**Work order**
A complete answer lists every line of the material where the string "المرافع" occurs.

**Records shown**

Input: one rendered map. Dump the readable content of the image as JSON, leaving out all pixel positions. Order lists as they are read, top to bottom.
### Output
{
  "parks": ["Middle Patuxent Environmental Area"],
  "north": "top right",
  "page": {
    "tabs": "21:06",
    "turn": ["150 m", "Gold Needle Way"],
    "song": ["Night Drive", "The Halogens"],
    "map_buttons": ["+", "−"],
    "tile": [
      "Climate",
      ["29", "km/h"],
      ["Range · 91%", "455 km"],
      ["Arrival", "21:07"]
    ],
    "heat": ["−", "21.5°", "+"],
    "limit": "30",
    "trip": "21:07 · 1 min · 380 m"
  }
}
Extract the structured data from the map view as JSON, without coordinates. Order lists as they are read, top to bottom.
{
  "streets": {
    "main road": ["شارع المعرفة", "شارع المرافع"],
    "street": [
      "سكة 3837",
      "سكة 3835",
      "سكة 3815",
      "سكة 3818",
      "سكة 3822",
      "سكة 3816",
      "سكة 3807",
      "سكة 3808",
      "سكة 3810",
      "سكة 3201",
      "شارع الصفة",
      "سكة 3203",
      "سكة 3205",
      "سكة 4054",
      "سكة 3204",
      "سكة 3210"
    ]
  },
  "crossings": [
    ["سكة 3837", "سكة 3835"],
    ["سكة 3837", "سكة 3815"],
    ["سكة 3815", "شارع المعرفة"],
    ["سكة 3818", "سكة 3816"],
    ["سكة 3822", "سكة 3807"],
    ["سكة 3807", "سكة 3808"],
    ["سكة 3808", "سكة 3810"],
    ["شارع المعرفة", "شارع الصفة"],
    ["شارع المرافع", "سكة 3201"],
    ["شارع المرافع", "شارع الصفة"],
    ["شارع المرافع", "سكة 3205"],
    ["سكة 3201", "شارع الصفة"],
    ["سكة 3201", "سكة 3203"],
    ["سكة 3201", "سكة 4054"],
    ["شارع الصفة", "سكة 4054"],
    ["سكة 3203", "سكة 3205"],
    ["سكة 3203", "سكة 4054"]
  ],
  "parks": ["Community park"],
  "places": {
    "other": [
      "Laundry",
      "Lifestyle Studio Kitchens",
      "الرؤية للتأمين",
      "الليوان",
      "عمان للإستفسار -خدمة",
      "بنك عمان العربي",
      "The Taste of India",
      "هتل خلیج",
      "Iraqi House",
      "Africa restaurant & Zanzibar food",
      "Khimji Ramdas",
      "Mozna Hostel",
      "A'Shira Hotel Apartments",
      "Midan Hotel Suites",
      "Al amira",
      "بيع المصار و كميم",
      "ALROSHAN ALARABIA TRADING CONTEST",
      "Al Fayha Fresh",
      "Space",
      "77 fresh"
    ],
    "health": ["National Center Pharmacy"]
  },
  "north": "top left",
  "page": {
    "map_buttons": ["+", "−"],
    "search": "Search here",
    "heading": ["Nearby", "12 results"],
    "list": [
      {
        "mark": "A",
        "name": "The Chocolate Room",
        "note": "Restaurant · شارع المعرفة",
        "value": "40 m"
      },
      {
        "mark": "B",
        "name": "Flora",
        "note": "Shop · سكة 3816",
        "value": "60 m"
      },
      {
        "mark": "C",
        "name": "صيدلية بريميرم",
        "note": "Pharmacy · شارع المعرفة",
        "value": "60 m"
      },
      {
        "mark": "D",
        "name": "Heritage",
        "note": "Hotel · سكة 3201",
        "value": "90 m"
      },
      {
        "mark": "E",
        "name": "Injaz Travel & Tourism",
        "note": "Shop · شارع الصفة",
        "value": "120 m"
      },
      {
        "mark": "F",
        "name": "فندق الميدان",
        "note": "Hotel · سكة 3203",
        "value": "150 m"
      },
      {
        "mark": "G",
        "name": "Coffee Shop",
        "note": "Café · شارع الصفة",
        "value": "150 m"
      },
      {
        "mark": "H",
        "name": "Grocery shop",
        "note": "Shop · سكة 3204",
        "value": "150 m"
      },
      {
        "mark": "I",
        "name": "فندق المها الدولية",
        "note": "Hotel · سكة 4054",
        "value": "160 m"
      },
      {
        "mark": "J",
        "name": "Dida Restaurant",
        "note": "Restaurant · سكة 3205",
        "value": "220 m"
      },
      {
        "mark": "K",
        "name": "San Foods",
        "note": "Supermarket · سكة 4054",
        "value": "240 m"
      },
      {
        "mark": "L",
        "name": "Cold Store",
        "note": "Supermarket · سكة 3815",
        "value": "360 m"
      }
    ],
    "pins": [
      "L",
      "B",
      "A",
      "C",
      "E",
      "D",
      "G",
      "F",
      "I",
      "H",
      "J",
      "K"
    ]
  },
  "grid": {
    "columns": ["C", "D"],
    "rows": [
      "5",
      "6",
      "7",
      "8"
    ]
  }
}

**Worked solution**
    "main road": ["شارع المعرفة", "شارع المرافع"],
    ["شارع المرافع", "سكة 3201"],
    ["شارع المرافع", "شارع الصفة"],
    ["شارع المرافع", "سكة 3205"],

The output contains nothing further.